Scalar intensity = img.at<uchar>(y, x);
The most important thing to pay attention to in this way is the order of x and y. If we can’t remember, we have to write:
Scalar intensity = img.at<uchar>(Point(x, y));
The three-channel index method has to use Vec3b:
Vec3b intensity = img.at<Vec3b>(y, x);
uchar blue = intensity.val[0];
uchar green = intensity.val[1];
uchar red = intensity.val[2];
This indexing method can also be used to directly modify the value corresponding to its position.
After yes, we will choose a value that we are interested in. The shape must be determined by ourselves. The simplest rectangle shown here:
The first two parameters of Rect fix the position of the upper left vertex, and the last two positions represent the width and height respectively.
There are also a variety of initialization methods, and it is also possible to pass in two points······
Rect r(10, 10, 100, 100);
Mat smallImg = img(r);
The color gamut that we talked about in the second section only needs one cvtColor:
a lot of transformations are not explained one by one, whichever is used, not to mention many are not used.

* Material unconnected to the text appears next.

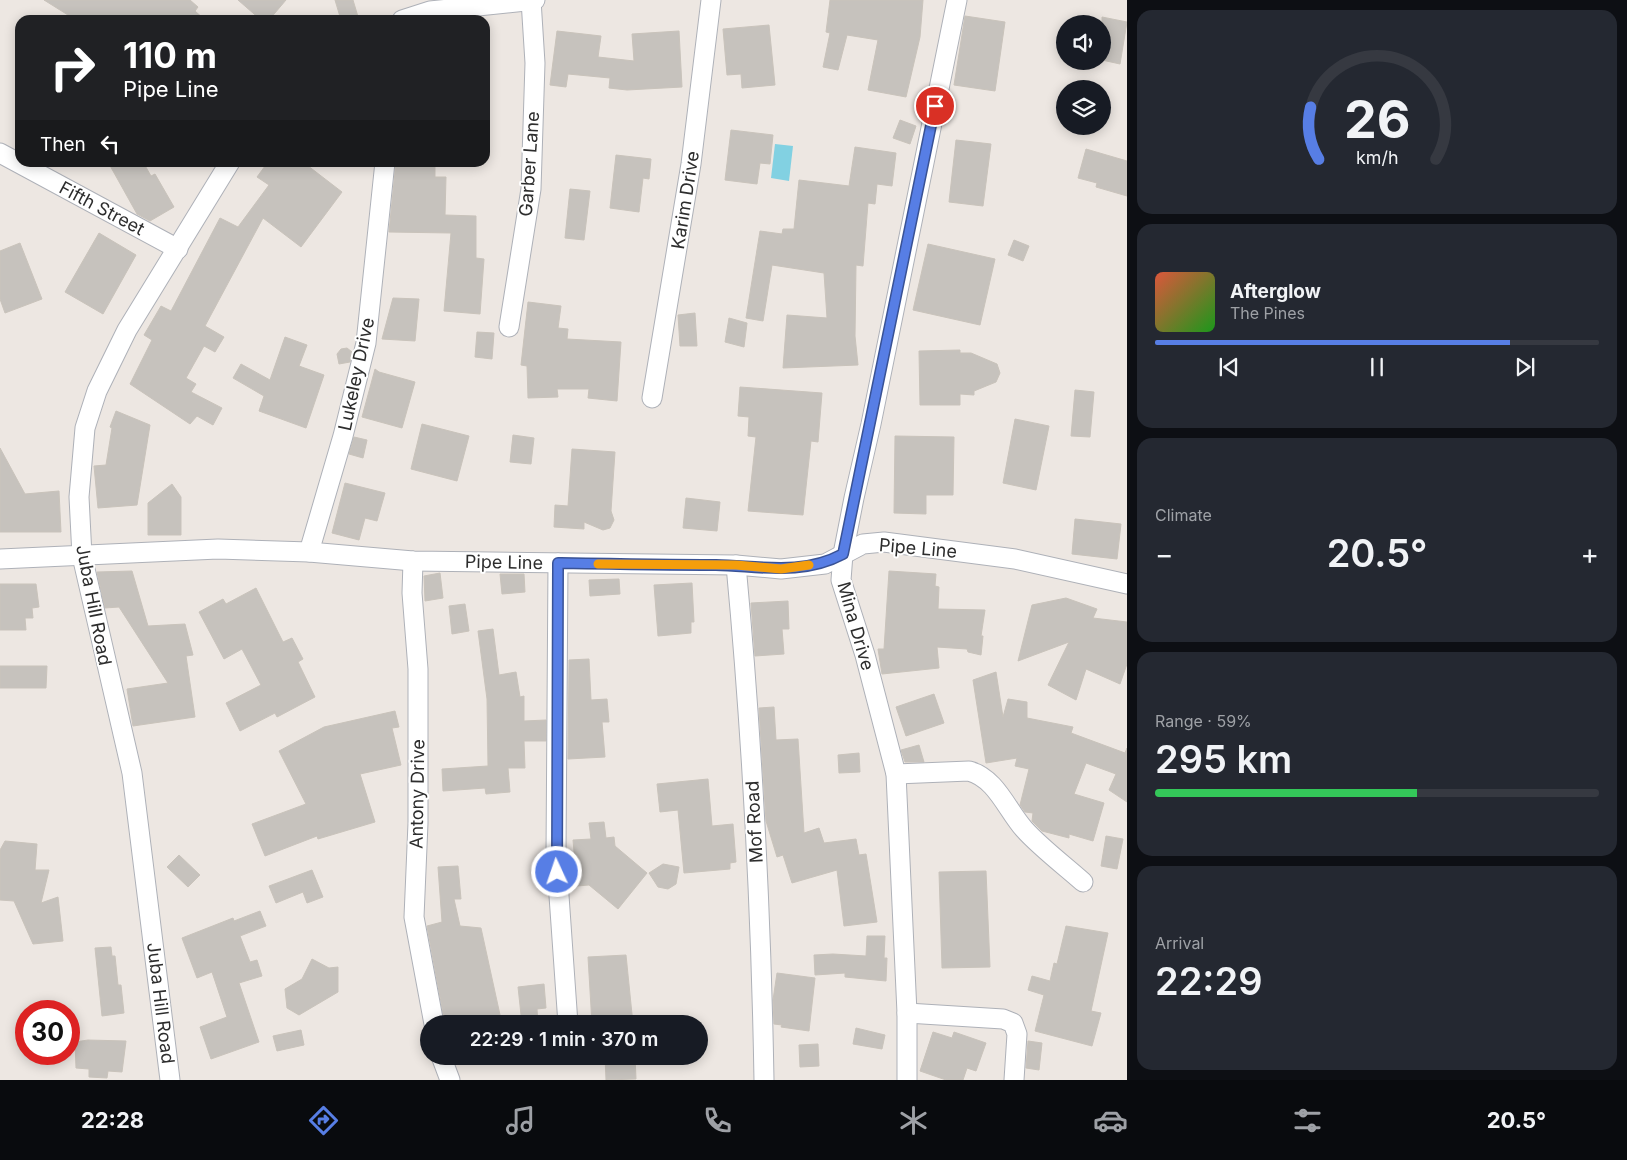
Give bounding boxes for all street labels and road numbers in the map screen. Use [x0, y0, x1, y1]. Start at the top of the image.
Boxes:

The next step is to change the storage method of the picture:
we are very common is the 8bit unsigned char type, in fact, there are many, and this is done with the help of our convertTo: (Anyway, it is a large section)
Then how to display our pictures is believed to be all I'm tired of watching it, it's imshow.
The first parameter of imshow is the name of the window, and the second is the matrix to be displayed by Mat.
We need to use a waitKey command to make the picture stay during Debug, otherwise the picture cannot be displayed!
That's basically it.
Now to borrow Guo Zhui's famous quote, Guo Jerry's "Okay, then I'm leaving now, for nothing"!